X, y = make_synthetic_data(
n=500, w=50, c=2,
avg_doc_length=50,
class_sep=0.01,
random_state=123
)
data = np.concatenate((X, y.reshape(-1, 1)), axis=1)
data_0 = data[data[:, 50] == 0]
data_1 = data[data[:, 50] == 1]
for idx in range(len(data_1)):
rand_row = data_0[np.random.randint(0, len(data_0))]
data_1[idx, :50] = data_1[idx, :50] + rand_row[:50]
data = np.concatenate((data_0, data_1), axis=0)
X_new = data[:, :50]
y_new = data[:, 50]
print(synthetic_model(X, y, random_state=123))
print(synthetic_model(X_new, y_new, random_state=123))
1.0
0.94
With more separation, degradation is smaller.
How does large proportion difference affect the model?
X, y = make_synthetic_data(
n=1000, w=50, c=2,
avg_doc_length=50,
class_sep=0.001,
random_state=123
)
# Probability of dropping class 1 examples (e.g., drop 90%)
p_drop = 0.9
# random draw: True = drop, False = keep
drop_mask = np.random.rand(len(y)) < p_drop
# keep = either class 0 OR (class 1 & not dropped)
keep = (y == 0) | ((y == 1) & (~drop_mask))
X_new = X[keep]
y_new = y[keep]
print("Original proportion of class 1:", np.mean(y))

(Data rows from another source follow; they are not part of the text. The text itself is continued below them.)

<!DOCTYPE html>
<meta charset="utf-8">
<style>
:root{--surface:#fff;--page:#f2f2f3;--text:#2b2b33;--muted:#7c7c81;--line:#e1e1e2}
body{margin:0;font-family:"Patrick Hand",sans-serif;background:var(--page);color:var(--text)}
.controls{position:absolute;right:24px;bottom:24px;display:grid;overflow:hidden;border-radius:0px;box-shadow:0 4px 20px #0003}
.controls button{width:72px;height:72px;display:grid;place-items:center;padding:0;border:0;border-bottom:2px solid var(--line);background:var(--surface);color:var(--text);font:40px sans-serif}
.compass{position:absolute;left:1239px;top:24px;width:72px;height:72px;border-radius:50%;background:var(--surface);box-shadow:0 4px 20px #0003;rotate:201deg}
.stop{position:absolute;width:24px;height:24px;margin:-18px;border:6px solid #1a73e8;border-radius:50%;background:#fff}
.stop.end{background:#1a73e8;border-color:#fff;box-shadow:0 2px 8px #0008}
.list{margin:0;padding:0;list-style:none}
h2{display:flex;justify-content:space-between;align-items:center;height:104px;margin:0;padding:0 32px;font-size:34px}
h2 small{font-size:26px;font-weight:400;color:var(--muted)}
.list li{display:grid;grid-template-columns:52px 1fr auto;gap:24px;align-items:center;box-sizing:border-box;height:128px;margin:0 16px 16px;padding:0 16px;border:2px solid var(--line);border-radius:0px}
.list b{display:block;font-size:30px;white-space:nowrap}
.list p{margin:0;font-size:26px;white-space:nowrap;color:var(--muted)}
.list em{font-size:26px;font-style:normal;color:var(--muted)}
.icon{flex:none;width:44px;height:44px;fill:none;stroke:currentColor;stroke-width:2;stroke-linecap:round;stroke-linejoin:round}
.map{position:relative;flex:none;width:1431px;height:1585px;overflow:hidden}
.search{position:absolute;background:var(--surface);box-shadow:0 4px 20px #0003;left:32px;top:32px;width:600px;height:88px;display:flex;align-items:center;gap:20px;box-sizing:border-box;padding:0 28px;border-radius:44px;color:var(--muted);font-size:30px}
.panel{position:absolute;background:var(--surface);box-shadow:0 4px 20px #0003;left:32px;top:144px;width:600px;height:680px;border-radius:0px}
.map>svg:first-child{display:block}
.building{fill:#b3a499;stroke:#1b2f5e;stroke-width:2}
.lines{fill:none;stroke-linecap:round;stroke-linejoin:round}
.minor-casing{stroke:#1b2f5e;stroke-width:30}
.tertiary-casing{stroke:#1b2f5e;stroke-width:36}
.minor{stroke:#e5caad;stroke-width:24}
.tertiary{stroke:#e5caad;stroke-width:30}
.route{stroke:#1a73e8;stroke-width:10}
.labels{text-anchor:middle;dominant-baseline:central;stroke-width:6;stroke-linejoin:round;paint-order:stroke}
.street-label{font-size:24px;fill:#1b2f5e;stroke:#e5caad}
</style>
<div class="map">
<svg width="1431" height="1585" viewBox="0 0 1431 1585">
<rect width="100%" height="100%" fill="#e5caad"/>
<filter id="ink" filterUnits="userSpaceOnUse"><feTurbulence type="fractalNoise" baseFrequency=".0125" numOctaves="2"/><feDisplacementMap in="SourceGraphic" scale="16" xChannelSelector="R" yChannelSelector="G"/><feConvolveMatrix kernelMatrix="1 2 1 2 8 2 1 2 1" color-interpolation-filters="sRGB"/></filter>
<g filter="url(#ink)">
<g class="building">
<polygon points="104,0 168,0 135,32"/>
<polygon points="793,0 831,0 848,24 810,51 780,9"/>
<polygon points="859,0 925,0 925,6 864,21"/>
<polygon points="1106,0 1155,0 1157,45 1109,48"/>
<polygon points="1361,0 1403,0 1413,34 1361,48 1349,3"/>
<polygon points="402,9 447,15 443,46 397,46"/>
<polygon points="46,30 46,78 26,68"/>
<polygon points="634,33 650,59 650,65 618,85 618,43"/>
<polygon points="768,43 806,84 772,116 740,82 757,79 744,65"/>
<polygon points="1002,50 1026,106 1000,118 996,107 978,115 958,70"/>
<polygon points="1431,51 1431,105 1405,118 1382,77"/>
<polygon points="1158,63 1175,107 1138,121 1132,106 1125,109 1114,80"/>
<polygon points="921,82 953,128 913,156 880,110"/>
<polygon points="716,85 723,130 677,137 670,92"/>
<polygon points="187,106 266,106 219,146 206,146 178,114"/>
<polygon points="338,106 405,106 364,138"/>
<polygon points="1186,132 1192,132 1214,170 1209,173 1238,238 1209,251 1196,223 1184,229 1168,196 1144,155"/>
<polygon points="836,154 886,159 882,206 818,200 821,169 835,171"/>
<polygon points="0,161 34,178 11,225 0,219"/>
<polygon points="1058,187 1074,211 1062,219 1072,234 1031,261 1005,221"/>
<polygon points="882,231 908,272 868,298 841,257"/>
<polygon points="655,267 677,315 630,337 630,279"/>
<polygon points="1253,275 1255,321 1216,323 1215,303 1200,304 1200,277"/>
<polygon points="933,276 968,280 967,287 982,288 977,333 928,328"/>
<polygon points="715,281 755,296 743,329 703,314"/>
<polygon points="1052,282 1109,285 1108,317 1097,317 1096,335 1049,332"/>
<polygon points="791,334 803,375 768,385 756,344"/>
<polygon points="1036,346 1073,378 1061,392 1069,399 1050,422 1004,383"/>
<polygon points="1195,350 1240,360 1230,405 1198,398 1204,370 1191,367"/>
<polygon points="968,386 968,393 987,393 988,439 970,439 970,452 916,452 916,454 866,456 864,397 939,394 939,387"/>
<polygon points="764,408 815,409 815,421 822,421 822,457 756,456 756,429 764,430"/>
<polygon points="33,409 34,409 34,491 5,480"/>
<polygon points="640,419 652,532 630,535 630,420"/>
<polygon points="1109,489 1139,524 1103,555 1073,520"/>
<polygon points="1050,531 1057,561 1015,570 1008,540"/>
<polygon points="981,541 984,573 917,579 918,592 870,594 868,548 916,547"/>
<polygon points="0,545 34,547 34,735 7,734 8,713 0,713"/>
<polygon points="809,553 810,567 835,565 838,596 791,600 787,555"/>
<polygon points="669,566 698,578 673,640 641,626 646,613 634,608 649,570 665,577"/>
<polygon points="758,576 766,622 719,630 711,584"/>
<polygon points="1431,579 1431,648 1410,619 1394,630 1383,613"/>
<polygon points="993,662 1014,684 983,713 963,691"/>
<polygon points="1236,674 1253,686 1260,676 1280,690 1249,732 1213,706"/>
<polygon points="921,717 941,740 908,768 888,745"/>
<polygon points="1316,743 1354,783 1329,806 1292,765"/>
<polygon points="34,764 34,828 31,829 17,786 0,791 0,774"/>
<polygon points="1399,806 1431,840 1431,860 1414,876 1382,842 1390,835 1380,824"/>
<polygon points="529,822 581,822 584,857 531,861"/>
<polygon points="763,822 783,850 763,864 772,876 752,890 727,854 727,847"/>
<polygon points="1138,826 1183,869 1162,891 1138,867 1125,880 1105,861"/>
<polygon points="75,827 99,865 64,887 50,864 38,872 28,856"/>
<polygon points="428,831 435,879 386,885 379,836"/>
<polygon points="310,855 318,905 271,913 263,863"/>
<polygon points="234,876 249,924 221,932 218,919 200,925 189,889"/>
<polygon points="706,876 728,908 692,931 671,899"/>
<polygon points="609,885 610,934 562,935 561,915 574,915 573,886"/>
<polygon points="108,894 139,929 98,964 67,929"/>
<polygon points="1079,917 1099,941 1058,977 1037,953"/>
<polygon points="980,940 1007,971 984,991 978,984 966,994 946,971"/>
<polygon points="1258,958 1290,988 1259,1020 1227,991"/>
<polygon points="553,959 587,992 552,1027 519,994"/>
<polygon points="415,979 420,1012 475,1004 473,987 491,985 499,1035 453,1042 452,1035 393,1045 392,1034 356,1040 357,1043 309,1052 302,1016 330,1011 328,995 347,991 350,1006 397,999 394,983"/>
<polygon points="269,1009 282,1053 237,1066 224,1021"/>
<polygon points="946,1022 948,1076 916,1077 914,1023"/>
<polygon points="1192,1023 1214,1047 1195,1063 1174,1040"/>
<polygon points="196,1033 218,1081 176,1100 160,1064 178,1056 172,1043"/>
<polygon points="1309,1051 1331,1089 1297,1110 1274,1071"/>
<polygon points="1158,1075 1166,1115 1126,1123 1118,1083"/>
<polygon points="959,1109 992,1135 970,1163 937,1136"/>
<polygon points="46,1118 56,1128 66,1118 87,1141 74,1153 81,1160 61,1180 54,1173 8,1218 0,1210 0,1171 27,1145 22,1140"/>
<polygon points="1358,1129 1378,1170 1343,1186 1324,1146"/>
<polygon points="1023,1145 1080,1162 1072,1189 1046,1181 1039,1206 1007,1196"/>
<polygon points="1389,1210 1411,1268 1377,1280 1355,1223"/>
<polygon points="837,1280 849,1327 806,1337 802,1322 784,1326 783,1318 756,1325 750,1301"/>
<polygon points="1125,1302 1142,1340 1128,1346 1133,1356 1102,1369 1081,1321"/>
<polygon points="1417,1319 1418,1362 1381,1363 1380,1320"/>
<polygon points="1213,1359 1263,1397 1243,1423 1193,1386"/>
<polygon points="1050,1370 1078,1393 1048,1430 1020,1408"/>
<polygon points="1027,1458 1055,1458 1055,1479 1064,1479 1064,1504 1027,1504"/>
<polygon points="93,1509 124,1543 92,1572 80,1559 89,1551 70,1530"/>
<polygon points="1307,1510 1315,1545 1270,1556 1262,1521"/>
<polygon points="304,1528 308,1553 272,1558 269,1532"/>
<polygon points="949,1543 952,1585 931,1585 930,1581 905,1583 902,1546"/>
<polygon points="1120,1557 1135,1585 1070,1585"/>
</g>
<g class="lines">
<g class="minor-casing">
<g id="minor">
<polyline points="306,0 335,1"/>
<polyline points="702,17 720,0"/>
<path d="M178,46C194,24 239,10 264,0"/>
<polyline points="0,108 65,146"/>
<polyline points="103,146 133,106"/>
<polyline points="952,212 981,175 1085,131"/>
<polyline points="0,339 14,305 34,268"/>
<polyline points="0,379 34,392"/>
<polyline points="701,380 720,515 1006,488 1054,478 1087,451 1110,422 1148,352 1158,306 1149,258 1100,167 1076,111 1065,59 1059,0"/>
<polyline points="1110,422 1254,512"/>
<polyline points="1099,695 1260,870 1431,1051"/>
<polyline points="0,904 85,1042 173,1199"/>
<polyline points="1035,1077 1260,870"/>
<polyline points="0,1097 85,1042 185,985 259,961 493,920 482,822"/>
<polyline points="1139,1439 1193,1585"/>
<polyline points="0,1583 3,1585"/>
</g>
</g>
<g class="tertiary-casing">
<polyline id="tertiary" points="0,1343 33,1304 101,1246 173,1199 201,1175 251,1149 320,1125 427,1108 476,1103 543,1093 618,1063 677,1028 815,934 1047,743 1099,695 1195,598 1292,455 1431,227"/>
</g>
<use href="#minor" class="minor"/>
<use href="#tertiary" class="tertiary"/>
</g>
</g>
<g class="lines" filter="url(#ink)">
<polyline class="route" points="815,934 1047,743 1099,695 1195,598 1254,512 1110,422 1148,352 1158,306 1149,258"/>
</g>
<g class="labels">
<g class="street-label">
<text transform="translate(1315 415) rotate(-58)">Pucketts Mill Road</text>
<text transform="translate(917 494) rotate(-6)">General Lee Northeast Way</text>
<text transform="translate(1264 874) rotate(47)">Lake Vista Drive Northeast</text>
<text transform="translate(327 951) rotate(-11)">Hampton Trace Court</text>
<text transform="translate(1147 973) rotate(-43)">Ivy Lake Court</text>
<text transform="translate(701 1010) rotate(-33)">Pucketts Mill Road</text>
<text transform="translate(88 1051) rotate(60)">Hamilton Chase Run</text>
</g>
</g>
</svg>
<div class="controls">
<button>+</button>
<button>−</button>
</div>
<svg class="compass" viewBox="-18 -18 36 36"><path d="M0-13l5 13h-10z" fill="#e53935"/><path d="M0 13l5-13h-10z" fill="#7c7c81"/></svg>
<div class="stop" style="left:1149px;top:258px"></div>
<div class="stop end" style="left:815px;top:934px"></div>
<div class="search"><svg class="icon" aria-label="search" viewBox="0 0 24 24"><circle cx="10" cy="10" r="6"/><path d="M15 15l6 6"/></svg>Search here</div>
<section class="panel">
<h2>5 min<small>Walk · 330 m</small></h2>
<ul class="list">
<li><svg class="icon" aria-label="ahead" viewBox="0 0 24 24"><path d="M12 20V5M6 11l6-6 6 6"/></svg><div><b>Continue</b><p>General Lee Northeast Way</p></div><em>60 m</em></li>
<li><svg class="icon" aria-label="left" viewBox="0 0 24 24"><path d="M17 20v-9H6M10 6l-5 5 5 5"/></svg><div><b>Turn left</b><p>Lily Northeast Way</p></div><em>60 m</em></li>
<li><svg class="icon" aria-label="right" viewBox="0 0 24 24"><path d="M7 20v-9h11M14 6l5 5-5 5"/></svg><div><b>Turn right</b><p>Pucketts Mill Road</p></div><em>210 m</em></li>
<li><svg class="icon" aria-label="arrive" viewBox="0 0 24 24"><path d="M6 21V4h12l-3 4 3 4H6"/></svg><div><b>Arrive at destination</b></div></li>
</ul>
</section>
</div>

print("New proportion of class 1:", round(np.mean(y_new), 3))
print()
print(synthetic_model(X, y, random_state=123))
print(round(synthetic_model(X_new, y_new, random_state=123), 3))
print()
print(synthetic_confusion(X_new, y_new))
Original proportion of class 1: 0.488
New proportion of class 1: 0.092
0.83
0.929
[[102 2]
[ 7 2]]
Accuracy increases because nearly all examples belong to one class. But the model still predicts the minority class occasionally.